Data provided:
******

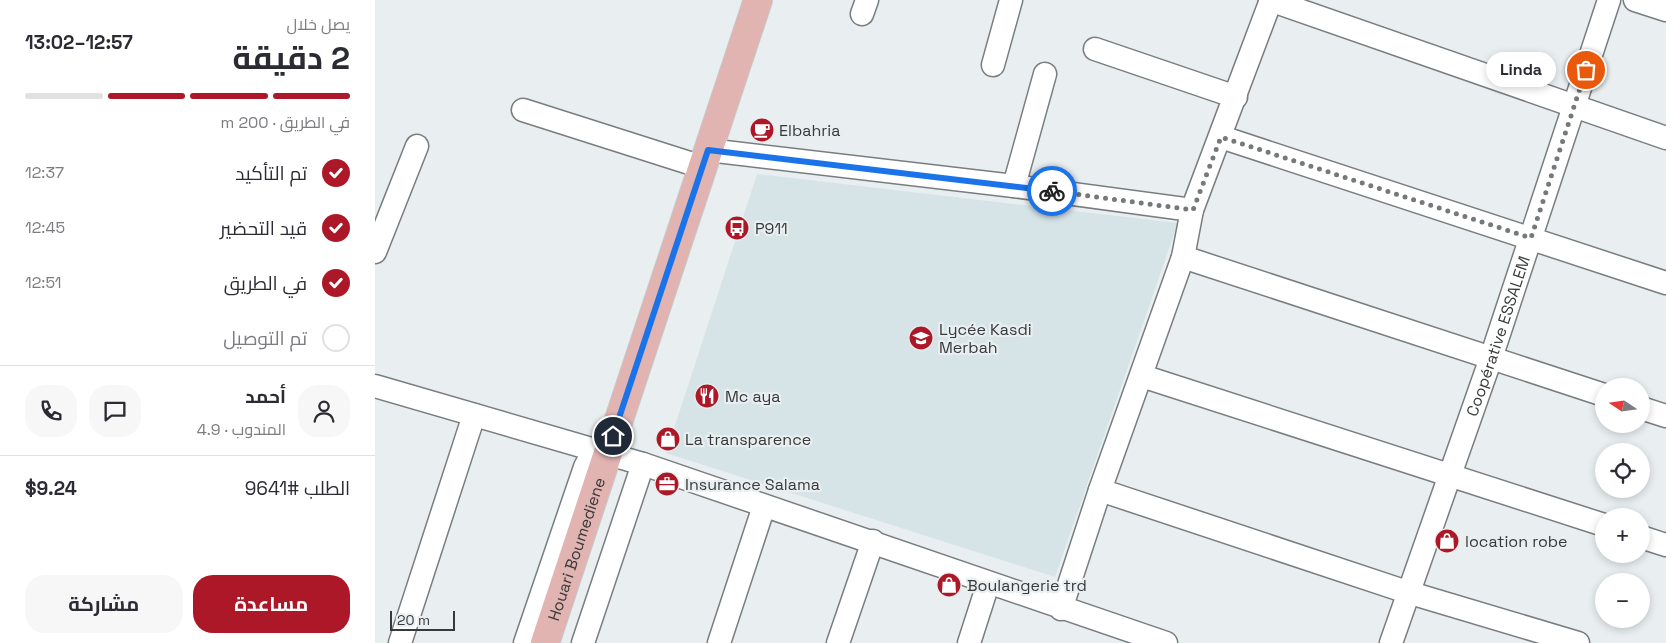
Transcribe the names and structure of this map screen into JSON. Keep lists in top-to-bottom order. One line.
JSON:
{"streets":{"main road":["Houari Boumediene"],"street":["Coopérative ESSALEM"]},"places":{"other":["Linda"],"cafe":["Elbahria"],"bus stop":["P911"],"school or university":["Lycée Kasdi Merbah"],"restaurant":["Mc aya"],"shop":["La transparence","location robe","Boulangerie trd"],"office":["Insurance Salama"]},"scale_bar":"20 m","north":"left","page":{"heading":["2 دقيقة","يصل خلال","12:57–13:02"],"panel":["أحمد","المندوب · 4.9","الطلب #9641","$9.24"],"bubble":"Linda","bar":"في الطريق · 200 m","list":[["تم التأكيد","12:37"],["قيد التحضير","12:45"],["في الطريق","12:51"],"تم التوصيل"],"map_buttons":["+","−"],"buttons":["مساعدة","مشاركة"],"scale":"20 m"}}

******

Work task: Keep the pictures out of the copy and write out the data exactly as it stands.

Exercise solution:
Transcribe the names and structure of this map screen into JSON. Keep lists in top-to-bottom order. One line.
JSON:
{"streets":{"main road":["Houari Boumediene"],"street":["Coopérative ESSALEM"]},"places":{"other":["Linda"],"cafe":["Elbahria"],"bus stop":["P911"],"school or university":["Lycée Kasdi Merbah"],"restaurant":["Mc aya"],"shop":["La transparence","location robe","Boulangerie trd"],"office":["Insurance Salama"]},"scale_bar":"20 m","north":"left","page":{"heading":["2 دقيقة","يصل خلال","12:57–13:02"],"panel":["أحمد","المندوب · 4.9","الطلب #9641","$9.24"],"bubble":"Linda","bar":"في الطريق · 200 m","list":[["تم التأكيد","12:37"],["قيد التحضير","12:45"],["في الطريق","12:51"],"تم التوصيل"],"map_buttons":["+","−"],"buttons":["مساعدة","مشاركة"],"scale":"20 m"}}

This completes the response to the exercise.